For the stand-alone case, use

% make bin NOROOFIT=1

to build (this is the default if RooFit is not available).

Limitations

  • RooUnfoldSvd does not work correctly for multi-dimensional distributions (gives a warning).
  • Using the histogram under/overflow bins (UseOverflow() setting) only works for 1D histograms.

Authors

  • Tim Adye (RAL, [email protected]) is the principal RooUnfold developer and contact.
  • Carsten Burgard (NIKHEF) migrated the RooUnfold package to GitLab and added CMake build.
  • Richard Claridge (RAL) implemented the TUnfold interface, matrix inversion, and bin-by-bin algorithms as well as the error and parameter analysis frameworks.
  • Chris Meyer (Indiana) implemented the IDS algorithm.
  • Kerstin Tackmann (LBNL) wrote the SVD algorithm for the unfolding of the hadronic mass spectrum in B→Xulν.
  • Fergus Wilson (RAL) wrote an initial implementation of the iterative Bayesian algorithm.

References

Overview

  1. T. Adye, RooUnfold: unfolding framework and algorithms, presentations to the Oxford and RAL ATLAS Groups, May 2008. This includes a brief introduction to unfolding but the description of RooUnfold is now dated (see below for a more recent description).
  2. G. Cowan, A Survey of Unfolding Methods for Particle Physics, Proc.

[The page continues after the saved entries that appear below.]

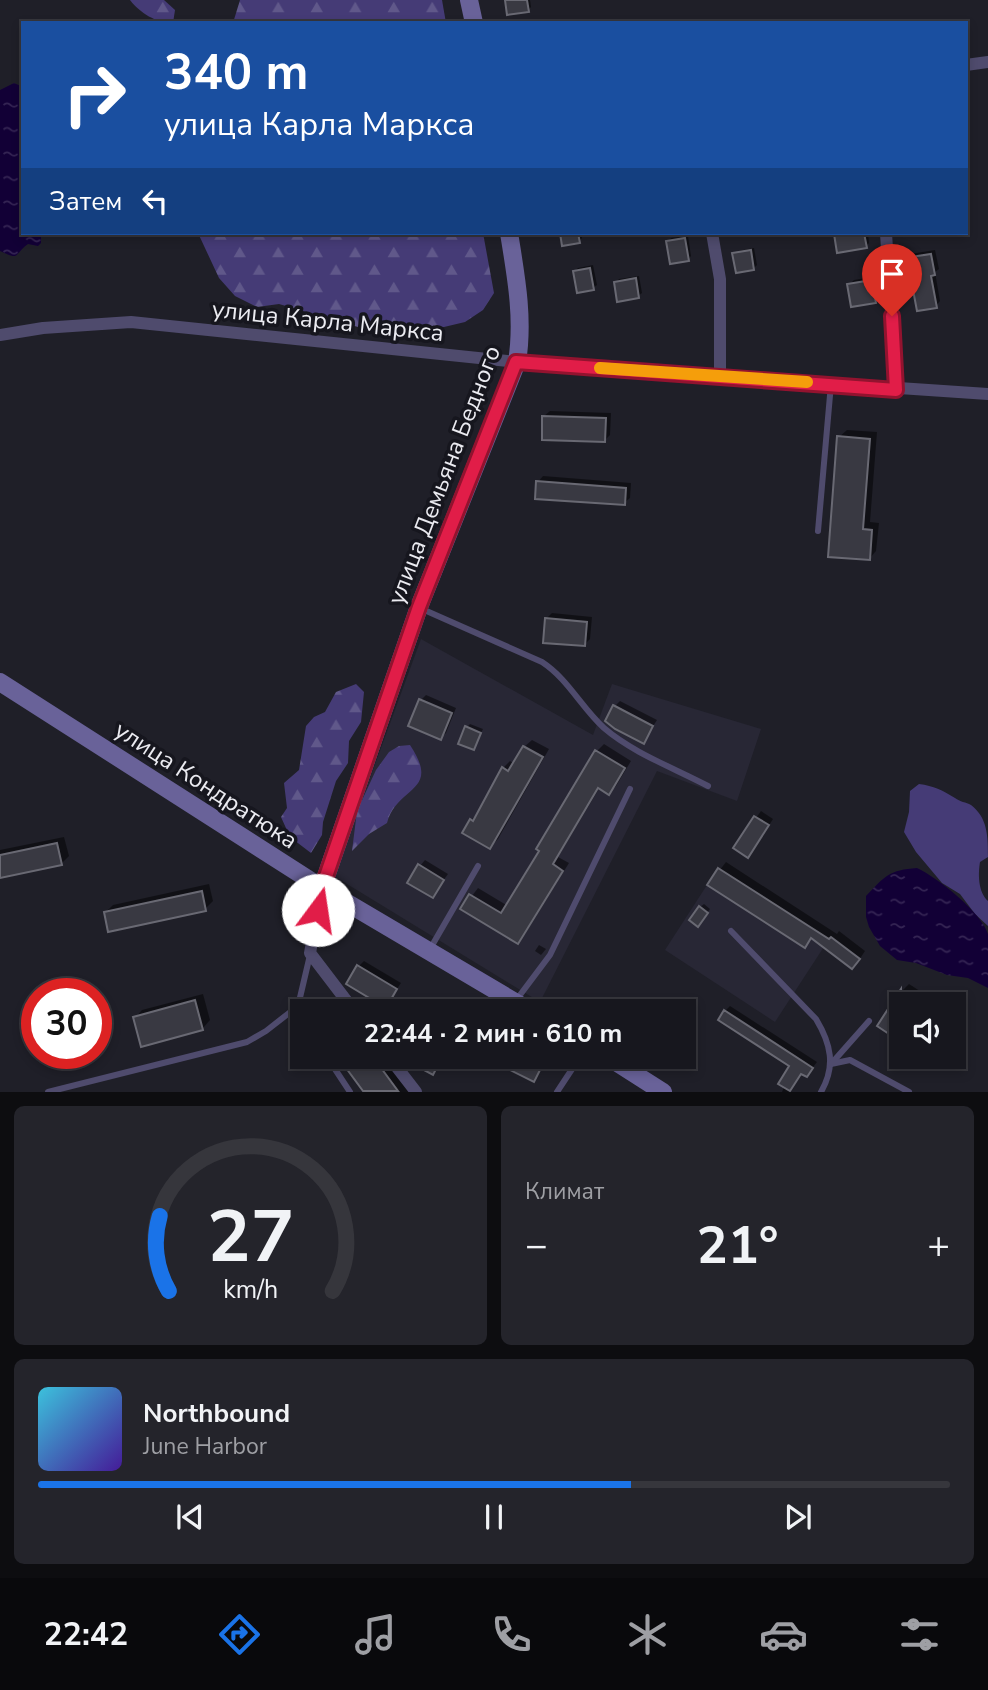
<!DOCTYPE html>
<html lang="ru">
<head>
<meta charset="utf-8">
<style>
	body { margin:0; font-family:"Nunito Sans",sans-serif; background:#24242b; color:#f1f3f6; height:100vh; display:flex; flex-direction:column; font-size:26px; white-space:nowrap }
	* { box-sizing:border-box; margin:0 }
	p { font-size:23px; color:#9e9fa4 }
	.icon { flex:none; width:38px; height:38px; fill:none; stroke:currentColor; stroke-width:2; stroke-linecap:round; stroke-linejoin:round }
	.map { position:relative; height:1092px; overflow:hidden }
	.sheet { display:flex; flex-direction:column; gap:14px; padding:14px; background:#0d0d10; flex:1 }
	.sheet>* { flex:none }
	.guide { position:absolute; left:21px; top:21px; width:947px; height:214px; border-radius:0px; box-shadow:0 4px 10px #0003,0 0 0 2px #36363c; background:#1a4fa0; color:#fff; overflow:hidden }
	.buttons { position:absolute; left:889px; top:992px; display:grid; gap:14px }
	.buttons a { display:grid; place-items:center; width:77px; height:77px; border-radius:0px; background:#17171e; box-shadow:0 4px 10px #0003,0 0 0 2px #36363c; font-size:35px }
	.speed { position:absolute; left:21px; top:978px; display:flex; gap:14px; font-size:35px; font-weight:700; text-align:center }
	.speed>* { display:grid; place-content:center; width:91px; height:91px; border-radius:50%; background:#17171e; box-shadow:0 4px 10px #0003,0 0 0 2px #36363c; line-height:1 }
	.speed .limit { border:10px solid #d22; background:#fff; color:#111 }
	.pin { position:absolute; display:grid; place-items:center; width:60px; height:60px; color:#fff; margin:-72px -30px; border-radius:50% 50% 50% 0; rotate:-45deg; box-shadow:0 0 7px #0007 }
	.pin .icon { rotate:45deg }
	.me { position:absolute; width:77px; margin:-38px; rotate:14deg; stroke-linejoin:round; filter:drop-shadow(0 0 5px #0008) }
	.turn { display:flex; align-items:center; gap:24px; height:147px; padding:0 28px; font-size:32px }
	.turn .icon { width:91px; height:91px; stroke-width:2.5 }
	.turn b { display:block; font-size:49px; line-height:60px }
	.then { display:flex; align-items:center; height:66px; padding:0 28px; background:#0003; gap:14px; font-size:26px }
	.big { font-size:52px; font-weight:700; line-height:1.1 }
	.sheet .widget { flex:1; display:flex; flex-direction:column; justify-content:center; gap:10px; min-width:0; padding:0 24px; border-radius:10px; background:#24242b }
	.sheet .dial { align-items:center; gap:0 }
	.dial svg { height:182px; overflow:visible; fill:none; stroke:#36363c; stroke-width:7; stroke-linecap:round; text-anchor:middle }
	.dial text { fill:#f1f3f6; stroke:none }
	.song { display:flex; align-items:center; gap:21px }
	.cover { width:84px; height:84px; border-radius:10px; background:linear-gradient(135deg,hsl(190 70% 55%),hsl(260 70% 35%)) }
	.played { height:7px; border-radius:4px; background:linear-gradient(90deg,#1a73e8 65%,#36363c 65%) }
	.keys { display:flex; justify-content:space-around; direction:ltr }
	.heat { display:flex; justify-content:space-between; align-items:center; font-size:38px; direction:ltr }
	.sheet .tiles { flex:1; display:grid; gap:14px; grid-template-columns:1fr 1fr }
	.widget:last-child { grid-column:span 2 }
	.trip { position:absolute; left:290px; top:999px; width:406px; height:70px; border-radius:0px; background:#17171e; box-shadow:0 4px 10px #0003,0 0 0 2px #36363c; font-weight:700; line-height:70px; text-align:center }
	.dock { display:flex; height:112px; justify-content:space-around; align-items:center; background:#09090c; color:#9e9fa4 }
	.dock .icon { width:49px; height:49px }
	.dock .selected { color:#1a73e8 }
	.dock b { font-size:32px; color:#f1f3f6 }
	.map>svg:first-child { display:block }
	.built { fill:#282735 }
	.green { fill:#453b76 }
	.forest { fill:url(#forest-firs) }
	.water { fill:url(#water-ripples) }
	.shadow { fill:#0007 }
	.building { fill:#393942; stroke:#696973; stroke-width:2 }
	.lines { fill:none; stroke-linecap:round; stroke-linejoin:round }
	.lane { stroke:#4f4b6d; stroke-width:6 }
	.street { stroke:#4f4b6d; stroke-width:12 }
	.secondary { stroke:#696299; stroke-width:18 }
	.route-casing { stroke:#92132f; stroke-width:18 }
	.route { stroke:#e11d48; stroke-width:12 }
	.slow { stroke:#f59e0b; stroke-width:12 }
	.labels { text-anchor:middle; dominant-baseline:central; stroke-width:7; stroke-linejoin:round; paint-order:stroke }
	.street-label { font-size:24px; fill:#ebebf1; stroke:#16161e }
</style>
</head>
<body>
<div class="map">
<svg width="988" height="1092" viewBox="0 0 988 1092">
	<defs>
		<pattern id="forest-firs" width="22" height="20" patternUnits="userSpaceOnUse" patternTransform="scale(1.75)"><rect width="22" height="20" fill="#453b76"/><path d="M5 1l3.5 6h-7zM16 11l3.5 6h-7z" fill="#60588a"/></pattern>
		<pattern id="water-ripples" width="26" height="14" patternUnits="userSpaceOnUse" patternTransform="scale(1.75)"><rect width="26" height="14" fill="#120036"/><path d="M2 4q2-2 4 0t4 0M15 11q2-2 4 0t4 0" fill="none" stroke="#352554"/></pattern>
	</defs>
	<rect width="100%" height="100%" fill="#1f1f28"/>
	<g class="built">
		<polygon points="421,639 593,735 612,684 761,729 737,801 657,771 540,1002 334,876"/>
		<polygon points="718,868 829,939 775,1022 665,950"/>
	</g>
	<path class="green" d="M919,784C934,786 942,790 955,798C960,802 966,802 971,805C988,818 988,837 988,857L980,862C978,874 978,892 988,901V926L975,914L960,894L942,883L916,852L904,832L909,812L910,791Z"/>
	<g class="forest">
		<path d="M130,0H164L175,10L173,23C156,23 140,13 130,0Z"/>
		<polygon points="240,0 442,0 446,23 233,23"/>
		<polygon points="198,233 483,233 494,293 483,310 465,322 444,327 358,327 279,304 257,307 235,296 219,278"/>
		<polygon points="356,684 364,692 361,722 349,741 348,763 336,781 323,822 322,835 311,853 290,837 281,817 287,808 284,783 299,770 306,726 314,717 325,712 336,692"/>
		<path d="M410,745C442,793 397,785 387,823L369,834L352,851L357,811L376,770L389,752L399,746Z"/>
	</g>
	<g class="water">
		<path d="M14,83L23,87V233H41V243L38,246L28,244C13,255 21,261 0,251V90Z"/>
		<path d="M917,868C937,877 982,913 988,934C988,944 988,976 988,988L968,978L947,975L916,963L897,960L880,946L869,927L866,917V896C885,876 889,870 917,868Z"/>
	</g>
	<g class="shadow">
		<polygon points="507,0 530,0 531,7 528,10"/>
		<polygon points="562,233 581,233 582,238 579,241 564,244"/>
		<polygon points="838,233 868,233 869,243 866,246 836,235"/>
		<polygon points="688,236 691,256 688,260 668,242 671,238"/>
		<polygon points="754,248 757,265 754,268 734,254 738,251"/>
		<polygon points="935,250 939,269 935,272 940,301 936,306 913,277 906,259 910,254"/>
		<polygon points="593,265 597,285 593,288 575,271 578,268"/>
		<polygon points="639,276 642,293 638,296 616,283 619,279"/>
		<polygon points="877,276 880,296 875,301 849,285 854,280"/>
		<polygon points="550,411 611,413 610,435 605,440 544,416"/>
		<polygon points="847,430 877,432 870,522 879,523 876,551 869,559 839,437"/>
		<polygon points="543,476 631,483 630,498 624,503 538,482"/>
		<polygon points="552,613 592,617 590,639 584,645 546,619"/>
		<polygon points="426,695 456,708 446,733 441,738 421,700"/>
		<polygon points="620,701 657,720 643,742 615,706"/>
		<polygon points="470,724 483,729 473,748 467,727"/>
		<polygon points="532,740 549,749 498,839 490,847 471,820 479,813 503,768 510,761 515,764 524,747"/>
		<polygon points="604,744 631,761 616,786 609,793 600,787 558,857 569,863 525,934 518,942 462,909 478,888 508,906 597,751"/>
		<polygon points="761,811 773,819 753,850 735,847"/>
		<polygon points="64,837 69,856 61,864 0,876 0,850"/>
		<polygon points="425,860 448,874 432,896 420,866"/>
		<polygon points="726,862 837,934 839,931 865,951 859,960 813,937 805,946 709,884"/>
		<polygon points="209,884 213,901 205,909 106,912 113,905"/>
		<polygon points="704,904 710,909 701,921 700,907"/>
		<polygon points="539,945 546,949 541,955 535,951"/>
		<polygon points="364,961 401,983 386,1005 358,967"/>
		<polygon points="909,984 940,1004 901,1004 901,1040 879,1026 901,992"/>
		<polygon points="203,994 210,1020 203,1028 142,1044 135,1018 142,1010"/>
		<polygon points="730,1006 817,1062 807,1075 802,1072 790,1092 782,1092 792,1066 725,1011"/>
		<polygon points="954,1014 967,1022 954,1042"/>
		<polygon points="340,1057 386,1057 411,1092 365,1092"/>
		<polygon points="508,1057 545,1057 547,1058 533,1080"/>
		<polygon points="928,1057 944,1057 938,1063"/>
	</g>
	<g class="building">
		<polygon points="505,0 527,0 529,12 507,15"/>
		<polygon points="560,233 578,233 580,243 562,246"/>
		<polygon points="844,233 864,233 867,248 837,253 834,234"/>
		<polygon points="685,238 689,261 670,264 666,241"/>
		<polygon points="751,250 754,270 736,273 732,253"/>
		<polygon points="931,254 935,275 931,276 937,308 917,311 911,279 908,280 904,258"/>
		<polygon points="590,268 594,290 577,293 573,271"/>
		<polygon points="636,278 639,298 617,302 614,282"/>
		<polygon points="872,280 876,303 851,307 847,284"/>
		<polygon points="542,416 606,418 605,442 542,440"/>
		<polygon points="837,436 870,439 863,529 872,530 870,560 828,557"/>
		<polygon points="536,481 626,488 625,505 535,499"/>
		<polygon points="545,618 587,622 585,646 543,643"/>
		<polygon points="419,699 452,713 441,740 408,726"/>
		<polygon points="613,705 653,726 644,744 615,729 605,721"/>
		<polygon points="465,726 481,733 474,750 458,744"/>
		<polygon points="523,746 543,757 490,849 462,833 470,819 473,821 502,767 508,771"/>
		<polygon points="595,750 625,768 609,795 598,788 553,864 563,871 518,944 460,909 469,894 501,913 539,851 536,849"/>
		<polygon points="754,816 769,825 748,858 733,848"/>
		<polygon points="57,843 62,865 0,878 0,855"/>
		<polygon points="418,864 444,880 433,898 407,883"/>
		<polygon points="718,868 829,939 831,937 860,959 852,969 811,938 805,948 707,885"/>
		<polygon points="202,891 206,911 108,932 104,912"/>
		<polygon points="699,906 708,913 698,927 689,920"/>
		<polygon points="357,965 397,989 386,1008 346,984"/>
		<polygon points="901,989 901,992 921,1004 901,1004 901,1042 877,1026"/>
		<polygon points="195,1000 203,1030 141,1047 133,1017"/>
		<polygon points="724,1010 813,1068 807,1077 801,1074 790,1091 778,1084 789,1066 718,1020"/>
		<polygon points="338,1057 373,1057 398,1091 363,1091"/>
		<polygon points="400,1057 442,1057 433,1075"/>
		<polygon points="506,1057 529,1057 543,1064 534,1082 502,1066"/>
	</g>
	<g class="lines">
		<g class="lane">
			<polyline points="818,531 831,384"/>
			<path d="M422,609L542,662C568,679 581,707 604,728C633,753 674,768 708,786"/>
			<path d="M731,931L816,1019C831,1044 836,1066 821,1092"/>
			<polyline points="430,949 478,866"/>
			<polyline points="517,999 550,955 630,789"/>
			<polyline points="327,1057 350,1092"/>
			<polyline points="831,1064 850,1060 909,1092"/>
			<polyline points="831,1064 869,1021"/>
			<polyline points="48,1092 247,1042 266,1031 298,1006 310,955"/>
			<polyline points="557,1092 580,1057"/>
		</g>
		<g class="street">
			<polyline points="966,65 988,62"/>
			<polyline points="712,233 720,279 720,377"/>
			<polyline points="886,233 896,390"/>
			<polyline points="0,335 43,328 131,322 517,362 988,394"/>
			<polyline points="322,888 310,953 355,1012"/>
			<polyline points="389,1057 416,1092"/>
		</g>
		<g class="secondary">
			<polyline points="469,0 474,23"/>
			<polyline points="0,682 322,888 532,1012"/>
			<path d="M322,888L419,607L517,362C524,319 516,276 509,233"/>
			<polyline points="608,1057 663,1092"/>
		</g>
	</g>
	<g class="lines">
		<g class="route-casing">
			<polyline id="route" points="318,910 322,888 419,607 516,362 896,390 892,316"/>
		</g>
		<use href="#route" class="route"/>
		<polyline class="slow" points="600,368 807,382"/>
	</g>
	<g class="labels">
		<g class="street-label">
			<text transform="translate(328 321) rotate(6)">улица Карла Маркса</text>
			<text transform="translate(444 475) rotate(-69)">улица Демьяна Бедного</text>
			<text transform="translate(206 785) rotate(33)">улица Кондратюка</text>
		</g>
	</g>
</svg>
<div class="buttons">
<a><svg class="icon" aria-label="sound" viewBox="0 0 24 24"><path d="M4 9h4l5-4v14l-5-4H4zM17 9q2 3 0 6"/></svg></a>
</div>
<div class="speed"><div class="limit">30</div></div>
<div class="pin" style="left:892px;top:316px;background:#d93025"><svg class="icon" aria-label="arrive" viewBox="0 0 24 24"><path d="M6 21V4h12l-3 4 3 4H6"/></svg></div>
<svg class="me" style="left:318px;top:910px" viewBox="-20 -20 40 40"><circle r="19" fill="#fff"/><path d="M0-13L10 11 0 6-10 11z" fill="#e11d48"/></svg>
<div class="trip">22:44 · 2 мин · 610 m</div>
<div class="guide">
<div class="turn"><svg class="icon" aria-label="right" viewBox="0 0 24 24"><path d="M7 20v-9h11M14 6l5 5-5 5"/></svg><div><b>340 m</b>улица Карла Маркса</div></div>
<div class="then">Затем<svg class="icon" aria-label="left" viewBox="0 0 24 24"><path d="M17 20v-9H6M10 6l-5 5 5 5"/></svg></div>
</div>
</div>
<section class="sheet">
<div class="tiles">
<div class="widget dial"><svg viewBox="0 0 100 80">
<path d="M14 69A42 42 0 1 1 86 69"/>
<path d="M14 69A42 42 0 0 1 10 36" stroke="#1a73e8"/>
<text x="50" y="56" font-size="32" font-weight="700">27</text>
<text x="50" y="72" font-size="11">km/h</text>
</svg></div>
<div class="widget"><p>Климат</p>
<div class="heat"><a>−</a><b class="big">21°</b><a>+</a></div>
</div>
<div class="widget">
<div class="song"><i class="cover"></i><div><b>Northbound</b><p>June Harbor</p></div></div>
<div class="played"></div>
<div class="keys"><svg class="icon" aria-label="previous" viewBox="0 0 24 24"><path d="M18 5L8 12l10 7zM5 5v14"/></svg><svg class="icon" aria-label="pause" viewBox="0 0 24 24"><path d="M8 5v14M16 5v14"/></svg><svg class="icon" aria-label="next" viewBox="0 0 24 24"><path d="M6 5l10 7-10 7zM19 5v14"/></svg></div>
</div>
</div>
</section>
<nav class="dock">
<b>22:42</b>
<svg class="icon selected" aria-label="directions" viewBox="0 0 24 24"><path d="M12 3l9 9-9 9-9-9zM9 14v-3h6M13 9l2 2-2 2"/></svg>
<svg class="icon" aria-label="music" viewBox="0 0 24 24"><path d="M9 18V5l10-2v13"/><circle cx="6" cy="18" r="3"/><circle cx="16" cy="16" r="3"/></svg>
<svg class="icon" aria-label="phone" viewBox="0 0 24 24"><path d="M5 4h4l2 5-3 2q2 4 5 5l2-3 5 2v4C11 20 4 13 5 4z"/></svg>
<svg class="icon" aria-label="climate" viewBox="0 0 24 24"><path d="M12 3v18M4 7l16 10M4 17L20 7"/></svg>
<svg class="icon" aria-label="car" viewBox="0 0 24 24"><path d="M5 17H2v-5l4-1 3-4h7l3 4 3 1v5h-3M9 17h6M6 11h13"/><circle cx="7" cy="17" r="2"/><circle cx="17" cy="17" r="2"/></svg>
<svg class="icon" aria-label="filters" viewBox="0 0 24 24"><path d="M4 7h16M4 17h16"/><circle cx="9" cy="7" r="2"/><circle cx="15" cy="17" r="2"/></svg>
</nav>
</body>
</html>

Advanced Statistical Techniques in Particle Physics, Durham (2002).
  3. G. Cowan, Statistical Data Analysis, Oxford University Press (1998), Chapter 11: Unfolding
  4. R. Barlow, SLUO Lectures on Numerical Methods in HEP (2000), Lecture 9: Unfolding

Techniques

  1. T. Adye, Unfolding algorithms and tests using RooUnfold, write-up of a presentatation at the PHYSTAT 2011 workshop on unfolding and deconvolution, CERN (January 2011).
    Previously presented at the Alliance Workshop on Unfolding and Data Correction, DESY (May 2010).
  2. A. Höcker and V. Kartvelishvili, SVD Approach to Data Unfolding, NIM A 372 (1996) 469.
  3. BaBar Collaboration, B. Aubert et al., Study of b→ulν Decays on the Recoil of Fully Reconstructed B Mesons and Determination of |Vub|, hep-ex/0408068, contribution to the 32nd International Conference on High Energy Physics (ICHEP'04, Beijing 2004).
  4. G. D'Agostini, A multidimensional unfolding method based on Bayes theorem, NIM A 362 (1995) 487.
  5. a. V. Blobel, Unfolding Methods in High Energy Physics Experiments, DESY 84-118 (1984) and Proc. 8th CERN School of Computing (Aiguablava, Spain, 1984), CERN 85-09.
    b. V. Blobel, An unfolding method for high energy physics experiments, Proc. Advanced Statistical Techniques in Particle Physics, Durham (2002).
  6. Alliance Workshop on Unfolding and Data Correction, DESY (May 2010).
  7. PHYSTAT 2011 workshop on unfolding and deconvolution, CERN (January 2011).

Further Development

RooUnfold is currently being maintained by Tim Adye, Carsten Burgard, Lydia Brenner, and Pim Verschuuren. The latest version can always be found at the CERN GitLab page.